現代社会では、自己と世界との生き生きとした接触を失った人が増えています。喜怒哀楽の豊かな体験がなく、モノトーン的にしか人生を感じることができません。

このような人は、ホロニカル心理学でいう外我による知的な思考ばかりが優位で、自己と世界の不一致・一致による生々しい直接体験を直覚する内我が脆弱化しています。そのため、生き生きとした感情体験自体を失っています。
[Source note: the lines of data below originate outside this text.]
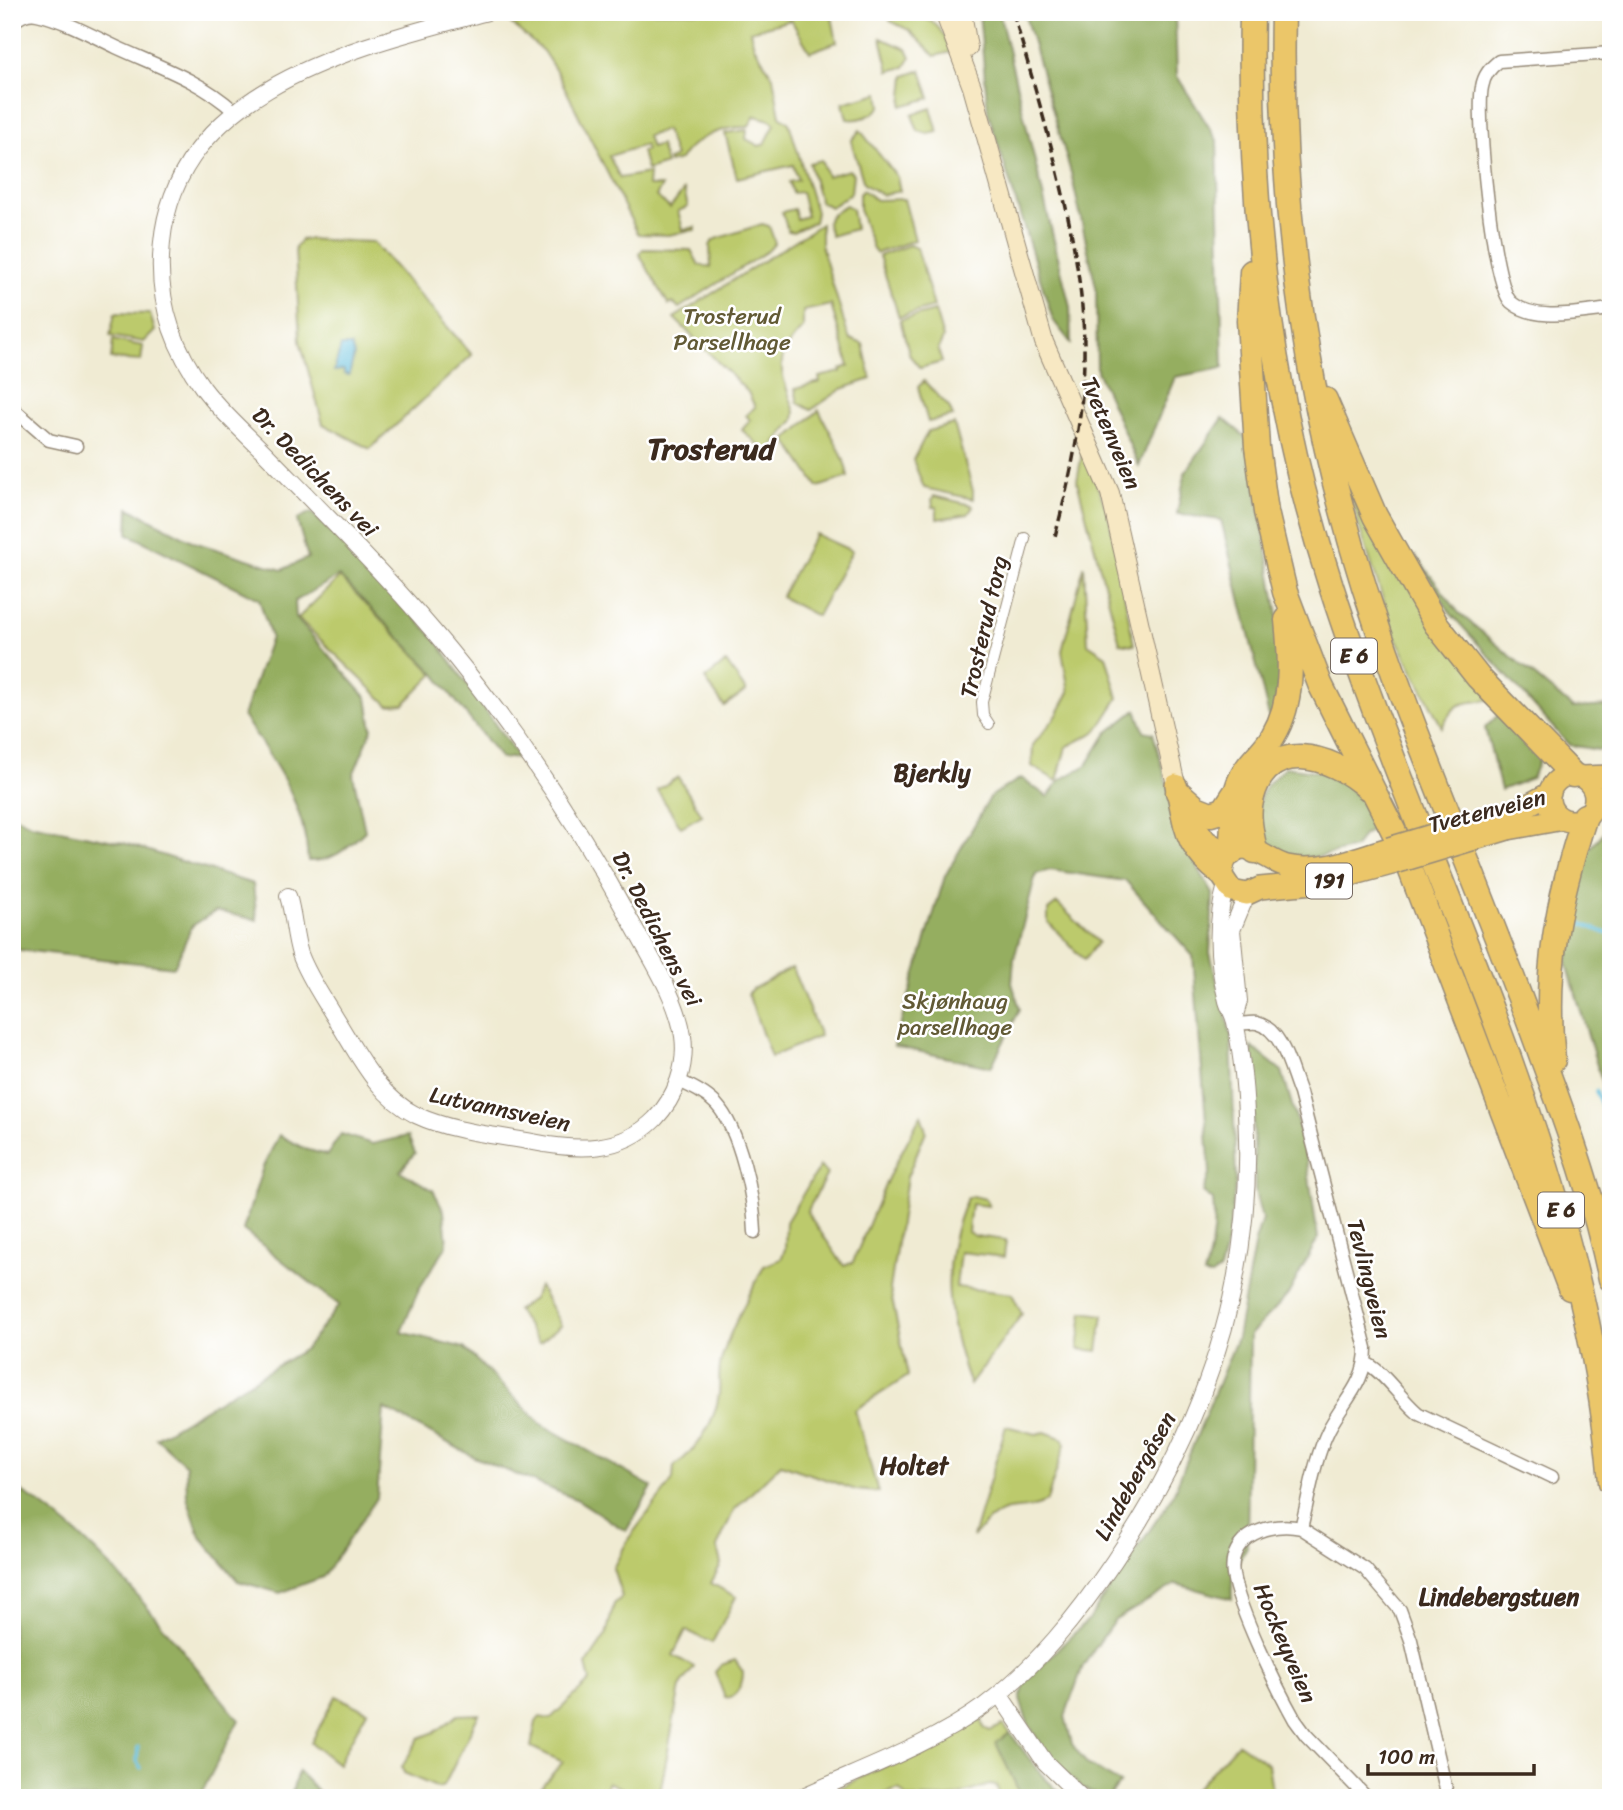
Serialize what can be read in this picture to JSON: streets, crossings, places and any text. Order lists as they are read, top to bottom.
{
  "streets": {
    "highway": ["Tvetenveien", "E 6", "191"],
    "street": [
      "Dr. Dedichens vei",
      "Trosterud torg",
      "Lutvannsveien",
      "Tevlingveien",
      "Lindebergåsen",
      "Hockeyveien"
    ]
  },
  "crossings": [
    ["Tvetenveien", "191"],
    ["Tvetenveien", "Lindebergåsen"],
    ["Dr. Dedichens vei", "Lutvannsveien"],
    ["Tevlingveien", "Lindebergåsen"]
  ],
  "districts": [
    "Trosterud",
    "Bjerkly",
    "Holtet",
    "Lindebergstuen"
  ],
  "parks": ["Trosterud Parsellhage", "Skjønhaug parsellhage"],
  "scale_bar": "100 m"
}
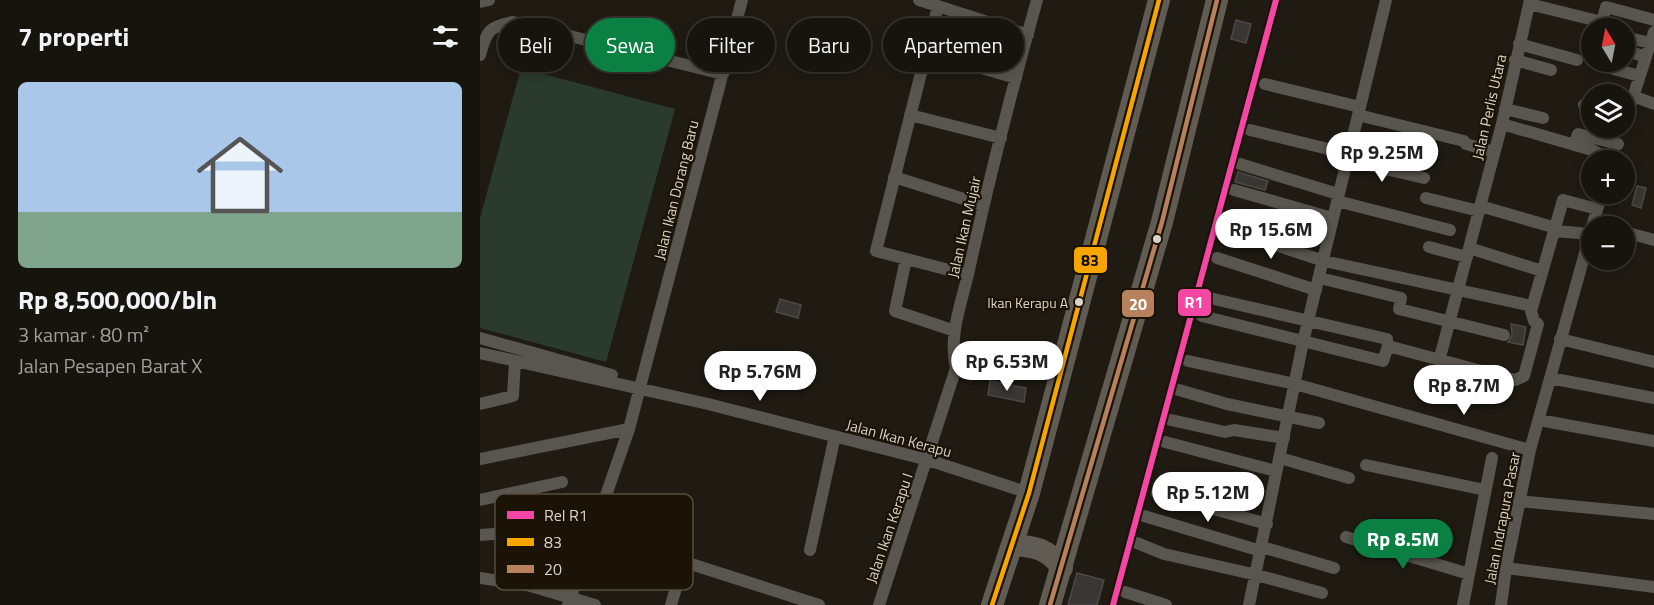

内我が脆弱な人たちへの支援は、次のようなことがポイントになります。

・ごく限られた生活体験やちょっとした生活体験の変化によるまだ言葉にならない感覚を支援者が支持的に追体験しながら、微細かつ繊細な機微を徹底的に増幅・拡充しながら、そして共鳴しながら共有化する。
・不安なら不安、恐怖なら恐怖、緊張なら緊張、自己卑下的気分なら自己卑下的気分、絶望なら絶望などを、言葉にならない機微をそのまま支援者が包み込み込みながら、すべて被支援者の直接体験として照らし返していく。
・圧倒的なパワーをもって内我を批判し否定する外我と、そうした外我によって萎縮してしまっている内我との関係そのものを外在化し、外我と内我の悪循環パターンそのものを、被支援者と支援者が共同研究的協働関係を構築しながらあるがままに俯瞰する。
俯瞰的立場から脆弱な内我をエンパワ-メントしたり、外我のパワーを弱めるような働きかけを被支援者と支援者が共創しながら、外我と内我の対等な対話を促進していく。

こうした方法を使って支援することによって、内我が強化され、自己と世界の生き生きとした接触を取り戻すことが可能になりはじめます。